Behemoth

Hellfest Review 7

I never thought I’d end up in Hellfest. Being closer to the likes of Graspop and Wacken, I never pictured myself taking the long journey to France just to go to a festival. Then again, I never thought I’d see a lineup as solid as what Hellfest was offering this time around.

Headlined by Iron Maiden, Black Sabbath and Aerosmith, and showcasing a plethora of amazing artists including the legendary Emperor and Slayer, the Swedish war metal masters of Sabaton, angsty-teenage favorites Avenged Sevenfold, grunge masters Aerosmith, and black metal deities of Watain, to name but a few, it was obvious that the 2014 edition was something I simply couldn’t miss. And yes, it took me a while to come up with the descriptions I just used.

Being the cheapskates we are, we flew to Bordeaux instead of Nantes. We couchsurfed there, and then used BlaBlaCar, a carpooling site, to get to Nantes.

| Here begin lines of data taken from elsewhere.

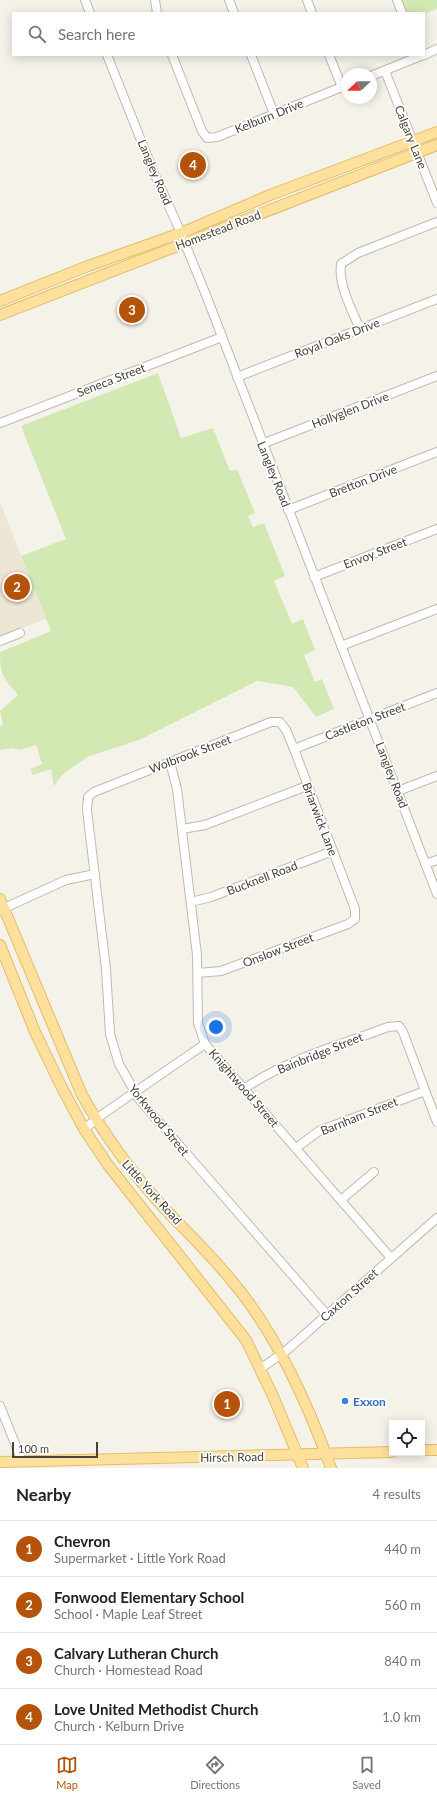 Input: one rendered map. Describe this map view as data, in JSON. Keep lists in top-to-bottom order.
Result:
{
  "streets": {
    "main road": ["Homestead Road", "Little York Road", "Hirsch Road"],
    "street": [
      "Kelburn Drive",
      "Calgary Lane",
      "Langley Road",
      "Royal Oaks Drive",
      "Seneca Street",
      "Hollyglen Drive",
      "Bretton Drive",
      "Envoy Street",
      "Castleton Street",
      "Wolbrook Street",
      "Briarwick Lane",
      "Bucknell Road",
      "Onslow Street",
      "Bainbridge Street",
      "Knightwood Street",
      "Barnham Street",
      "Yorkwood Street",
      "Caxton Street"
    ]
  },
  "crossings": [
    ["Calgary Lane", "Homestead Road"],
    ["Langley Road", "Homestead Road"],
    ["Langley Road", "Royal Oaks Drive"],
    ["Langley Road", "Seneca Street"],
    ["Langley Road", "Hollyglen Drive"],
    ["Langley Road", "Bretton Drive"],
    ["Langley Road", "Envoy Street"],
    ["Langley Road", "Castleton Street"],
    ["Castleton Street", "Briarwick Lane"],
    ["Wolbrook Street", "Briarwick Lane"],
    ["Wolbrook Street", "Knightwood Street"],
    ["Wolbrook Street", "Yorkwood Street"],
    ["Briarwick Lane", "Bucknell Road"],
    ["Briarwick Lane", "Onslow Street"],
    ["Bucknell Road", "Knightwood Street"],
    ["Onslow Street", "Knightwood Street"],
    ["Bainbridge Street", "Knightwood Street"],
    ["Bainbridge Street", "Barnham Street"],
    ["Knightwood Street", "Barnham Street"],
    ["Knightwood Street", "Caxton Street"],
    ["Yorkwood Street", "Caxton Street"],
    ["Little York Road", "Caxton Street"],
    ["Little York Road", "Hirsch Road"]
  ],
  "places": ["Exxon"],
  "scale_bar": "100 m",
  "north": "left",
  "page": {
    "search": "Search here",
    "pins": [
      "4",
      "3",
      "2",
      "1"
    ],
    "scale": "100 m",
    "heading": ["Nearby", "4 results"],
    "list": [
      {
        "mark": "1",
        "name": "Chevron",
        "note": "Supermarket · Little York Road",
        "value": "440 m"
      },
      {
        "mark": "2",
        "name": "Fonwood Elementary School",
        "note": "School · Maple Leaf Street",
        "value": "560 m"
      },
      {
        "mark": "3",
        "name": "Calvary Lutheran Church",
        "note": "Church · Homestead Road",
        "value": "840 m"
      },
      {
        "mark": "4",
        "name": "Love United Methodist Church",
        "note": "Church · Kelburn Drive",
        "value": "1.0 km"
      }
    ],
    "nav": ["Map", "Directions", "Saved"]
  }
}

From there it was just a train ride away to Clisson, where we couchsurfed once again. This process saved us quite a bit of money, since the tickets to Nantes were much more expensive, and it also allowed us to get to see Bordeaux.

Still, the 4-hour drive from Bordeaux to Nantes, with a lady that didn’t speak any English, was something I could have definitely done without.

The train from Nantes to Clisson was, as you can probably imagine, packed. We were very lucky, because we got on the train as soon as it arrived and managed to find a seat. Very quickly though, hordes and hordes of sweaty metal fans (probably the trenchcoats, black shirts, black pants, wool caps and fingerless woolen gloves were, in retrospect, a bad fashion choice) flooded our cart, so much so that you couldn’t fit a single more person, even if you lubed him up from head to toe (although I would have liked to see them try that option).

It’s always the same in festivals. I remember my painful journey to Wacken by train, and the by public bus, which was just shaped by unholy levels of body odor, heat and by being crushed against the window. That was my first and last adventure in public transport at festivals. Never again.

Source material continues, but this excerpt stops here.